The movie, “Our Brand is Crisis,” is a fictionalized version of the 2002 Bolivian elections and it drastically simplified the situation. But the writers knew the IMF would be unquestionably accepted as the arch enemy of the people.
After 75 years putting out financial fires around the world, the IMF and World Bank face criticism for repeatedly failing to prevent crises and for making things worse for the people they were meant to help.
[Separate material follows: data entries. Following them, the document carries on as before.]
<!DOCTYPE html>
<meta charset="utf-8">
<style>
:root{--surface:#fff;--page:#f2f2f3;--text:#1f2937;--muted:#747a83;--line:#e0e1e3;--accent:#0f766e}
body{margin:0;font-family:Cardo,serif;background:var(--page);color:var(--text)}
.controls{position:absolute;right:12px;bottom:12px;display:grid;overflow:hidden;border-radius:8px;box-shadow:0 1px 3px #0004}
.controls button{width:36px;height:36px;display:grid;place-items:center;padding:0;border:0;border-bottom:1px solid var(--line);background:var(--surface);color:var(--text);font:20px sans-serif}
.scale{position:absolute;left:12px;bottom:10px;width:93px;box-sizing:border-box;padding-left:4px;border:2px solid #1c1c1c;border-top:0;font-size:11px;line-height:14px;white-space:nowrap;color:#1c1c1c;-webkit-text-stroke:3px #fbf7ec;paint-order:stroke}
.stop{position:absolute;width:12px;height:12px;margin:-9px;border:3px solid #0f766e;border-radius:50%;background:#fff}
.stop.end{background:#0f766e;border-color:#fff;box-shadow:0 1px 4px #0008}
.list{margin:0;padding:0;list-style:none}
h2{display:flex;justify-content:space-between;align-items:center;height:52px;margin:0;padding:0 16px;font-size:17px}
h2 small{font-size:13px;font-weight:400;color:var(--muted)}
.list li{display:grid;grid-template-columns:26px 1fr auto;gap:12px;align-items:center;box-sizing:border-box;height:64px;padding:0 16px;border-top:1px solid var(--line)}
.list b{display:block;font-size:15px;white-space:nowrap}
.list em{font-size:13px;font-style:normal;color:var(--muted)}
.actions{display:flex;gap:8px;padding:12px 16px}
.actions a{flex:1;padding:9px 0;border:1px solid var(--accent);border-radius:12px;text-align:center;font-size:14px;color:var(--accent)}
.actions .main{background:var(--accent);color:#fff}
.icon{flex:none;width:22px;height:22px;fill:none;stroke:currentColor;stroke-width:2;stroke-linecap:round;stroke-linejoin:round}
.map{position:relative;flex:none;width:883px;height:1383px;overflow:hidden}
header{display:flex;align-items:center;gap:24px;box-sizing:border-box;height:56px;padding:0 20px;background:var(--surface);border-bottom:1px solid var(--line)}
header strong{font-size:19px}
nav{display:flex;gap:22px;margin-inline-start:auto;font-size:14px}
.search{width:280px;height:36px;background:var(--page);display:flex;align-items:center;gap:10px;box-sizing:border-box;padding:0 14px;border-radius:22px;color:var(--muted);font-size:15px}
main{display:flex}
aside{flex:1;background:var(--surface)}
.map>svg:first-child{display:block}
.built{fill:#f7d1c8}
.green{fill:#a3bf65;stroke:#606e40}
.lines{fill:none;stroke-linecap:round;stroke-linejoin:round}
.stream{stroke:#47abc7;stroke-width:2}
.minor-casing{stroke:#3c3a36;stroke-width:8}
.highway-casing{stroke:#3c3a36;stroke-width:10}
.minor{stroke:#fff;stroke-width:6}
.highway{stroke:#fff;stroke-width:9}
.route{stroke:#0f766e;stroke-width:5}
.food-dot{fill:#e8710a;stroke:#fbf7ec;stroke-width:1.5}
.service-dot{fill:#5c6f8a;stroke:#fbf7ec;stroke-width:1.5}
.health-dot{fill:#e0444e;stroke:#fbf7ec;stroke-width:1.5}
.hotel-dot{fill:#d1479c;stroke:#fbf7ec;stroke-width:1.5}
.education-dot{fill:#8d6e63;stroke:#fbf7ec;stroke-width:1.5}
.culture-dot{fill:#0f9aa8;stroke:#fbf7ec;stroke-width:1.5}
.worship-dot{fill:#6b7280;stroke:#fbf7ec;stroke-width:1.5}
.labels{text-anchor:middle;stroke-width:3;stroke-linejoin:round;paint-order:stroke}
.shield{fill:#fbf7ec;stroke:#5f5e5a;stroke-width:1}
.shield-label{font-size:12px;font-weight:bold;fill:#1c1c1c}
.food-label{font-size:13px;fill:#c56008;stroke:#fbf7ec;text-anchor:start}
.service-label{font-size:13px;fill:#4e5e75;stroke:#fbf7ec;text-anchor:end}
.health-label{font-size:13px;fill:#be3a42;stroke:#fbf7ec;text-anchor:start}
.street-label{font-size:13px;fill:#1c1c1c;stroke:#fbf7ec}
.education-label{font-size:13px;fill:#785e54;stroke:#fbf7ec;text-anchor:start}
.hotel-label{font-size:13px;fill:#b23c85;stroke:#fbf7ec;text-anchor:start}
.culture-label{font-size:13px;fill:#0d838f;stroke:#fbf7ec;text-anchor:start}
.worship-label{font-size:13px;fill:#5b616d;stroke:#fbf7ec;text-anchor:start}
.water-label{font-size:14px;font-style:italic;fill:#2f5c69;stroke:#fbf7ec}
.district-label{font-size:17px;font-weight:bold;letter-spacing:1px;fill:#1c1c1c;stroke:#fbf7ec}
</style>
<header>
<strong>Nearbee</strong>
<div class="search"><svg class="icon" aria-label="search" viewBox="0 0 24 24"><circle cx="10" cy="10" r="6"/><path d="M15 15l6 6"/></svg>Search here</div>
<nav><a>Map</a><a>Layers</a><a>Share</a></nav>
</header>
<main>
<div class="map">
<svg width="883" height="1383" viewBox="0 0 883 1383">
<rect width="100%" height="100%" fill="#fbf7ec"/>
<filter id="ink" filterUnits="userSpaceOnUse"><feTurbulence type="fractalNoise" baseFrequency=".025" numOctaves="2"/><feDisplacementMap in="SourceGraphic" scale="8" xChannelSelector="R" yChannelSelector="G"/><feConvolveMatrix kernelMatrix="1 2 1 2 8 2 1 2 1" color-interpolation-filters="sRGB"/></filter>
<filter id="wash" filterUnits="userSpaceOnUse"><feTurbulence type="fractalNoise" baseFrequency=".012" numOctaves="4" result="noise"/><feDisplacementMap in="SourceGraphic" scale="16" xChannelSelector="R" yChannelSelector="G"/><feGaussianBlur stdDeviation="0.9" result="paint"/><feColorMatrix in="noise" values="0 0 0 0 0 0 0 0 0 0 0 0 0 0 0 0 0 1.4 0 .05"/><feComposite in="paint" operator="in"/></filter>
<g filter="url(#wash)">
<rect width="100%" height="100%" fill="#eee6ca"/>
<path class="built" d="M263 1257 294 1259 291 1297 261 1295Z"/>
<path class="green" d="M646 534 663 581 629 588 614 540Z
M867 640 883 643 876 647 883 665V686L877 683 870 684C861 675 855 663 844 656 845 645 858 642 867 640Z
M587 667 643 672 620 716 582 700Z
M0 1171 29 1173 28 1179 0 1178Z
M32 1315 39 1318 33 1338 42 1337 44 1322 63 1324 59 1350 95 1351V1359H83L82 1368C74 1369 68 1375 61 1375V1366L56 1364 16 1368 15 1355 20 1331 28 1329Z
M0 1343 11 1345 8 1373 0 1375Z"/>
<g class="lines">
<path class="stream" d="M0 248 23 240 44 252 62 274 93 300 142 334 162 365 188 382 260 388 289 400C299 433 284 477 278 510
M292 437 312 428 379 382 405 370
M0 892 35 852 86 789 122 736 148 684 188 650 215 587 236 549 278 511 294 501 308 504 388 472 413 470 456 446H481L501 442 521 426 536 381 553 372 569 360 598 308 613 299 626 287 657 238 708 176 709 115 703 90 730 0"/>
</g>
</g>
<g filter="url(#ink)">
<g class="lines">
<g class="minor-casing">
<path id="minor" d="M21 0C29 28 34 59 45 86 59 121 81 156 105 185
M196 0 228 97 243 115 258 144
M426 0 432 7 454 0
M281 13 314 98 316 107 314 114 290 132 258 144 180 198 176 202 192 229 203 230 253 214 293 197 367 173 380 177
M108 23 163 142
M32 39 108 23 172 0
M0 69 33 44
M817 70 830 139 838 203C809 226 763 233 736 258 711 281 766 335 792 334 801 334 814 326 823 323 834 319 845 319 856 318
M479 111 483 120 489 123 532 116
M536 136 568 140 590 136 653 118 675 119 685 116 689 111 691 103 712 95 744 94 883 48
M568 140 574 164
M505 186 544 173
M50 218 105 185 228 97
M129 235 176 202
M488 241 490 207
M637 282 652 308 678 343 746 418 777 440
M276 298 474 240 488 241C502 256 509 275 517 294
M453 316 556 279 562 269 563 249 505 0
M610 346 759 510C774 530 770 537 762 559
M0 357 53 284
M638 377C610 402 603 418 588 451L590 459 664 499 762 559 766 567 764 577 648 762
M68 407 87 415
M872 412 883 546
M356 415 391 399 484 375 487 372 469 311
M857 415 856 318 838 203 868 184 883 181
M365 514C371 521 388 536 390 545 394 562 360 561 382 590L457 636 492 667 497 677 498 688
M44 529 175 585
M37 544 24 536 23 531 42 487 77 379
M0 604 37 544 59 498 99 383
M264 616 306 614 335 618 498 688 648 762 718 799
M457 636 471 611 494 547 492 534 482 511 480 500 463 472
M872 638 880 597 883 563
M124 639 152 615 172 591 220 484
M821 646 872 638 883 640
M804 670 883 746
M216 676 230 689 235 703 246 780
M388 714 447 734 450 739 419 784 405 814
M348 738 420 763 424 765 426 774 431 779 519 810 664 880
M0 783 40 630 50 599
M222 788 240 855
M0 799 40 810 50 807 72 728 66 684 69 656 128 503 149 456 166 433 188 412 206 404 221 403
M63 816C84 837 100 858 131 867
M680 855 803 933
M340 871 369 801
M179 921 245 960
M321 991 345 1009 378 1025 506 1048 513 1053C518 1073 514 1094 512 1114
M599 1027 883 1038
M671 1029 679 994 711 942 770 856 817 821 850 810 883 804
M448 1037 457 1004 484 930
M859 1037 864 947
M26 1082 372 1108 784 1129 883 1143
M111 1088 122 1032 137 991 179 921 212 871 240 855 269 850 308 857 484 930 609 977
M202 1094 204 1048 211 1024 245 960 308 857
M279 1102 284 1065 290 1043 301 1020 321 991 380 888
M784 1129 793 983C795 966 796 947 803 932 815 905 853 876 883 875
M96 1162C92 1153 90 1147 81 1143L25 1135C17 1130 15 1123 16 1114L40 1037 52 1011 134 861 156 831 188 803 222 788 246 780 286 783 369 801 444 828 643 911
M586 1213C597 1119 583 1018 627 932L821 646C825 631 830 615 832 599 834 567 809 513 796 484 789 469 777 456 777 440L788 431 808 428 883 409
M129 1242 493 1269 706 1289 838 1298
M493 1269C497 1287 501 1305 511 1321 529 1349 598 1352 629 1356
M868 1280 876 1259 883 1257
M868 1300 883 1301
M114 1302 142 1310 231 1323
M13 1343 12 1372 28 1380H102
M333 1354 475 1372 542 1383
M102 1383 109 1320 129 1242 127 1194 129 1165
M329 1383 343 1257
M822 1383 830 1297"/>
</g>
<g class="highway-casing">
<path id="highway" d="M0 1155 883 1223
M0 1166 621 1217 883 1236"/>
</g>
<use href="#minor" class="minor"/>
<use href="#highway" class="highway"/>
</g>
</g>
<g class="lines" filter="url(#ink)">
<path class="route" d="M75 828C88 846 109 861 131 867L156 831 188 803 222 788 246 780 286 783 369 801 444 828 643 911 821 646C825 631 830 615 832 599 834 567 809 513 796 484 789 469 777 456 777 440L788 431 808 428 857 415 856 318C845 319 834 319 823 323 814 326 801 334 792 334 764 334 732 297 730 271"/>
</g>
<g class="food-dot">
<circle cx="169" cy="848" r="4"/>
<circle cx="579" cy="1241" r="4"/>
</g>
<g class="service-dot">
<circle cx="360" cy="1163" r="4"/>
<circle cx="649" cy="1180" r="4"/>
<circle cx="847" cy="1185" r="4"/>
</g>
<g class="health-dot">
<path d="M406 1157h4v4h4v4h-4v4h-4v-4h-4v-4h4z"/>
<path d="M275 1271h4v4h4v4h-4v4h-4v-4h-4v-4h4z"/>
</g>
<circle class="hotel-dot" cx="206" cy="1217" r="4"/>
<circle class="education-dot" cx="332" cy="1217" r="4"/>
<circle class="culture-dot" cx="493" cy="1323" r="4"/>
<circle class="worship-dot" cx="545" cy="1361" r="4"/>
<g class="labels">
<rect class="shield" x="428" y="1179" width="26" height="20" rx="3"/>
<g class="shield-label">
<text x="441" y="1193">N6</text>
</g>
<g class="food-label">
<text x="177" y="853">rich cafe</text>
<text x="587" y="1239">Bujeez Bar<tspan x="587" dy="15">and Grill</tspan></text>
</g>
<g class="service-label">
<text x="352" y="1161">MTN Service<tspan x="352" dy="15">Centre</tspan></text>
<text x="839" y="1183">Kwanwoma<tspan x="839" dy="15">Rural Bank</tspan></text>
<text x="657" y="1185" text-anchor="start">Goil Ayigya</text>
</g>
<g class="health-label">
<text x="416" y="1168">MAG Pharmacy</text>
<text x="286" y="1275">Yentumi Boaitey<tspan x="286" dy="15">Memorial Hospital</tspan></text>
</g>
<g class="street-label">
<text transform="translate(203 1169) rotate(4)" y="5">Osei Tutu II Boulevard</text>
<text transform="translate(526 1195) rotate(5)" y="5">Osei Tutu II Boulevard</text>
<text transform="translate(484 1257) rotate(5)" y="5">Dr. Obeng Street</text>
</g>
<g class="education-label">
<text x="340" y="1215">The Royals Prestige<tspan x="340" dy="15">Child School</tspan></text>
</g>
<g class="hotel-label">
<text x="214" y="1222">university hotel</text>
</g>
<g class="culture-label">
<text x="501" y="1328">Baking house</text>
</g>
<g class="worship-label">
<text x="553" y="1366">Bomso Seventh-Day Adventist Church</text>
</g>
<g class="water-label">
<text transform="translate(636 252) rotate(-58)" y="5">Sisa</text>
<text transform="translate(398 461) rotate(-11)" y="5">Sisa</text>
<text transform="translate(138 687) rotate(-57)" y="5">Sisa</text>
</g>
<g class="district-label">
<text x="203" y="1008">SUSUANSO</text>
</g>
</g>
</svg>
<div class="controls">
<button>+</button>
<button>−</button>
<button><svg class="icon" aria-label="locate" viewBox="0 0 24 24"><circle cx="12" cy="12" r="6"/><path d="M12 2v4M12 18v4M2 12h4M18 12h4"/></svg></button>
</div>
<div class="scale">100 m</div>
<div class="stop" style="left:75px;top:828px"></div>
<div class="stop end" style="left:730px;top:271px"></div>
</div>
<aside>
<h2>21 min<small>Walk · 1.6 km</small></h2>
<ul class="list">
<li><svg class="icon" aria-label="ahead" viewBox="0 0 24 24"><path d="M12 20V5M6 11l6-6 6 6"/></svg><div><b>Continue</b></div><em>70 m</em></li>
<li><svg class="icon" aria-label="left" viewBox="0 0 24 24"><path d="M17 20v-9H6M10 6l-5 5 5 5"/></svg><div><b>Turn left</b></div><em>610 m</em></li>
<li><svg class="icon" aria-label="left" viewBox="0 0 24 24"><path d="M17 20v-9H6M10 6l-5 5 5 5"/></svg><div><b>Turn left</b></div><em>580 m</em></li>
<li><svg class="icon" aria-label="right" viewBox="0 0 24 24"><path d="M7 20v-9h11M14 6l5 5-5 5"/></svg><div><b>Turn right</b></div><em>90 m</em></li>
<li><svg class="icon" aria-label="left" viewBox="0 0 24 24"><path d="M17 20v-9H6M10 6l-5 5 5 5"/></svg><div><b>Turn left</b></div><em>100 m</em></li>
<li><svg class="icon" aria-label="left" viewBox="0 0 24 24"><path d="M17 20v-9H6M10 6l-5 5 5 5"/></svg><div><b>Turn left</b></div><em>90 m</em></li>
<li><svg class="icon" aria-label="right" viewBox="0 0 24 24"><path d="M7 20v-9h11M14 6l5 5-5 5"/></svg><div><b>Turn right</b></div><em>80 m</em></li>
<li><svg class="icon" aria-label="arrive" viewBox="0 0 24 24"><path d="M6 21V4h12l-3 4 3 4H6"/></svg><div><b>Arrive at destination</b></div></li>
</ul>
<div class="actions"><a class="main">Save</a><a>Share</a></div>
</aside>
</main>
That makes them easy scapegoats.
Even if the criticism is not always entirely fair — no one blames the doctor for prescribing a painful but life-saving treatment — the institutions have been trying to rebrand themselves in recent years, putting more emphasis publicly on protecting vulnerable members of society in their lending programs.
But they will need more than a better communications strategy as they contend with a wave of anti-globalization sentiment and technological transformation — while also helping Africa through a transition requiring massive investment in infrastructure and job creation just to keep up with population growth.
The challenges “are huge,” World Bank President David Malpass told AFP in an interview.
The IMF and World Bank were created July 22, 1944 in the shadow of World War II to help rebuild Europe and later Japan, and to try to head off the kind of economic strife that had led to the war.
“The original concept of reconstruction and development ... was clarified to include poverty alleviation as the bank grew,” Malpass said.
FASTFACT
• The IMF has been blamed for inflicting pain with its rigid demands and policy advice that often favored corporate interests in the rich countries over the poor nations in trouble.
• At the same time, extreme poverty has plummeted worldwide — falling by a billion people since 1990.
• The IMF and World Bank are now putting more emphasis on protecting vulnerable members of society in their lending programs.
On the surface, their record, especially for the IMF, seems dismal, with each of the prior three decades marked by a severe crisis: The Latin American debt crisis in the 1980s, the Asian and Russian crises in the 1990s and the global financial crisis in 2007, which begat the Great Recession that still looms over the world economy today.
In each case, the damage lasted for a decade or more and the IMF was blamed for inflicting even more pain with its rigid demands and policy advice that, according to the fund’s harshest critics, too often favored corporate interests in the rich countries over the poor nations in trouble.
But at the same time extreme poverty has plummeted worldwide — falling by a billion people since 1990.
“In the history of the world there has never been so much progress in improving people’s lives as we have seen in the last 75 years,” said Masood Ahmed, who worked alternately either at the IMF or World Bank for nearly half their existences.
But the institutions missed the problems growing beneath the surface.